[[ Source data open ]]

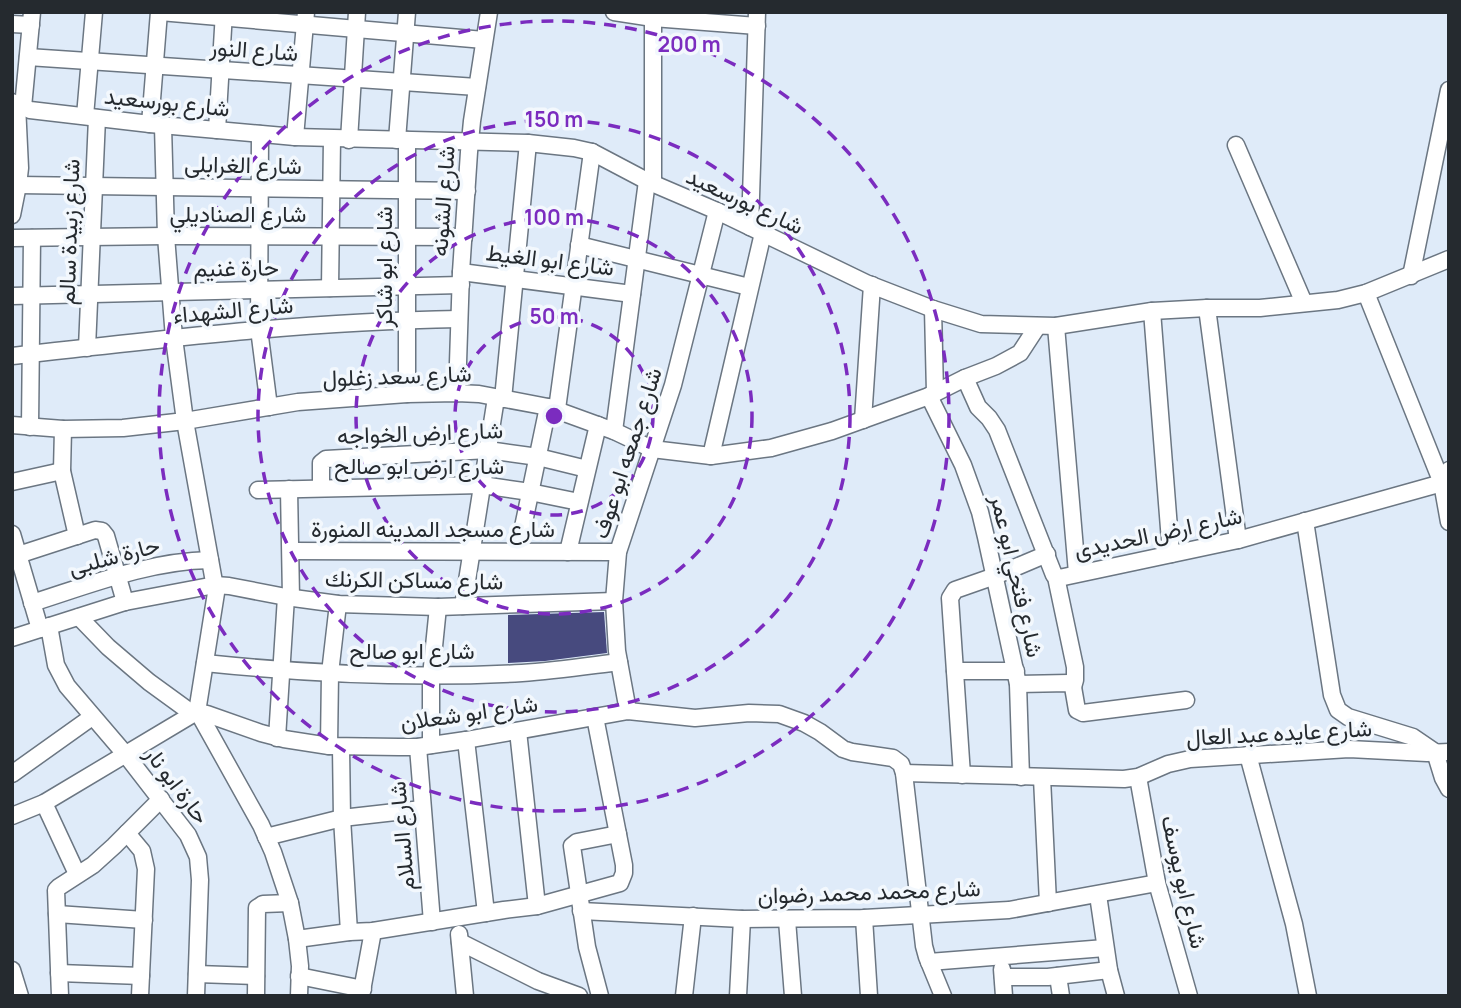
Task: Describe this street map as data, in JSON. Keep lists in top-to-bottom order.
{
  "streets": {
    "street": [
      "شارع النور",
      "شارع بورسعيد",
      "شارع الغرابلى",
      "شارع الشونه",
      "شارع الصناديلي",
      "شارع زبيدة سالم",
      "شارع ابو الغيط",
      "شارع ابو شاكر",
      "حارة غنيم",
      "شارع الشهداء",
      "شارع سعد زغلول",
      "شارع ارض الخواجه",
      "شارع جمعه ابو عوف",
      "شارع ارض ابو صالح",
      "شارع مسجد المدينه المنورة",
      "شارع ارض الحديدى",
      "حارة شلبى",
      "شارع فتحي ابو عمر",
      "شارع مساكن الكرنك",
      "شارع ابو صالح",
      "شارع ابو شعلان",
      "شارع عايده عبد العال",
      "حارة ابو نار",
      "شارع السلام",
      "شارع ابو يوسف",
      "شارع محمد محمد رضوان"
    ]
  },
  "crossings": [
    ["شارع النور", "شارع الشونه"],
    ["شارع النور", "شارع زبيدة سالم"],
    ["شارع النور", "شارع ابو شاكر"],
    ["شارع بورسعيد", "شارع الشونه"],
    ["شارع بورسعيد", "شارع زبيدة سالم"],
    ["شارع بورسعيد", "شارع ابو شاكر"],
    ["شارع بورسعيد", "شارع سعد زغلول"],
    ["شارع بورسعيد", "شارع جمعه ابو عوف"],
    ["شارع الغرابلى", "شارع الشونه"],
    ["شارع الغرابلى", "شارع زبيدة سالم"],
    ["شارع الغرابلى", "شارع ابو شاكر"],
    ["شارع الشونه", "شارع الصناديلي"],
    ["شارع الشونه", "شارع ابو الغيط"],
    ["شارع الشونه", "حارة غنيم"],
    ["شارع الشونه", "شارع الشهداء"],
    ["شارع الشونه", "شارع سعد زغلول"],
    ["شارع الصناديلي", "شارع زبيدة سالم"],
    ["شارع الصناديلي", "شارع ابو شاكر"],
    ["شارع زبيدة سالم", "حارة غنيم"],
    ["شارع زبيدة سالم", "شارع الشهداء"],
    ["شارع ابو الغيط", "حارة غنيم"],
    ["شارع ابو شاكر", "حارة غنيم"],
    ["شارع ابو شاكر", "شارع الشهداء"],
    ["شارع ابو شاكر", "شارع سعد زغلول"],
    ["شارع سعد زغلول", "شارع جمعه ابو عوف"],
    ["شارع سعد زغلول", "شارع ارض الحديدى"],
    ["شارع سعد زغلول", "شارع فتحي ابو عمر"],
    ["شارع ارض الخواجه", "شارع ارض ابو صالح"],
    ["شارع جمعه ابو عوف", "شارع مسجد المدينه المنورة"],
    ["شارع جمعه ابو عوف", "شارع مساكن الكرنك"],
    ["شارع جمعه ابو عوف", "شارع ابو صالح"],
    ["شارع جمعه ابو عوف", "شارع ابو شعلان"],
    ["حارة شلبى", "حارة ابو نار"],
    ["شارع فتحي ابو عمر", "شارع عايده عبد العال"],
    ["شارع مساكن الكرنك", "حارة ابو نار"],
    ["شارع مساكن الكرنك", "شارع السلام"],
    ["شارع ابو صالح", "شارع السلام"],
    ["شارع ابو شعلان", "شارع عايده عبد العال"],
    ["شارع ابو شعلان", "شارع السلام"],
    ["شارع عايده عبد العال", "شارع ابو يوسف"],
    ["شارع ابو يوسف", "شارع محمد محمد رضوان"]
  ],
  "rings": [
    "200 m",
    "150 m",
    "100 m",
    "50 m"
  ]
}
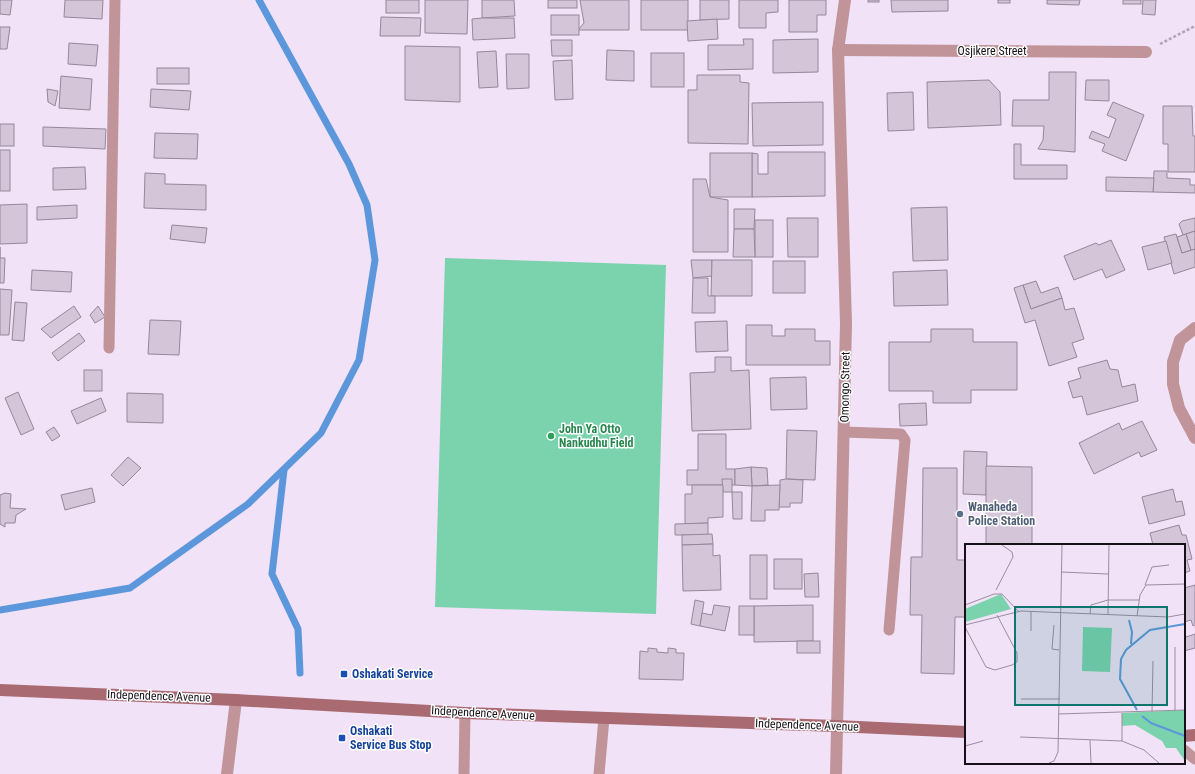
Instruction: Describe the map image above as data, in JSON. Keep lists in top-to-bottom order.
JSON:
{
  "streets": {
    "main road": ["Independence Avenue"],
    "street": ["Osjikere Street", "Omongo Street"]
  },
  "crossings": [
    ["Osjikere Street", "Omongo Street"],
    ["Omongo Street", "Independence Avenue"]
  ],
  "places": {
    "other": ["John Ya Otto Nankudhu Field", "Wanaheda Police Station"],
    "transit": ["Oshakati Service", "Oshakati Service Bus Stop"]
  }
}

[[ Source data closed ]]

[What needs to be done]
Every line above that includes the string "Avenue" needs to be copied.

[Task result]
    "main road": ["Independence Avenue"],
    ["Omongo Street", "Independence Avenue"]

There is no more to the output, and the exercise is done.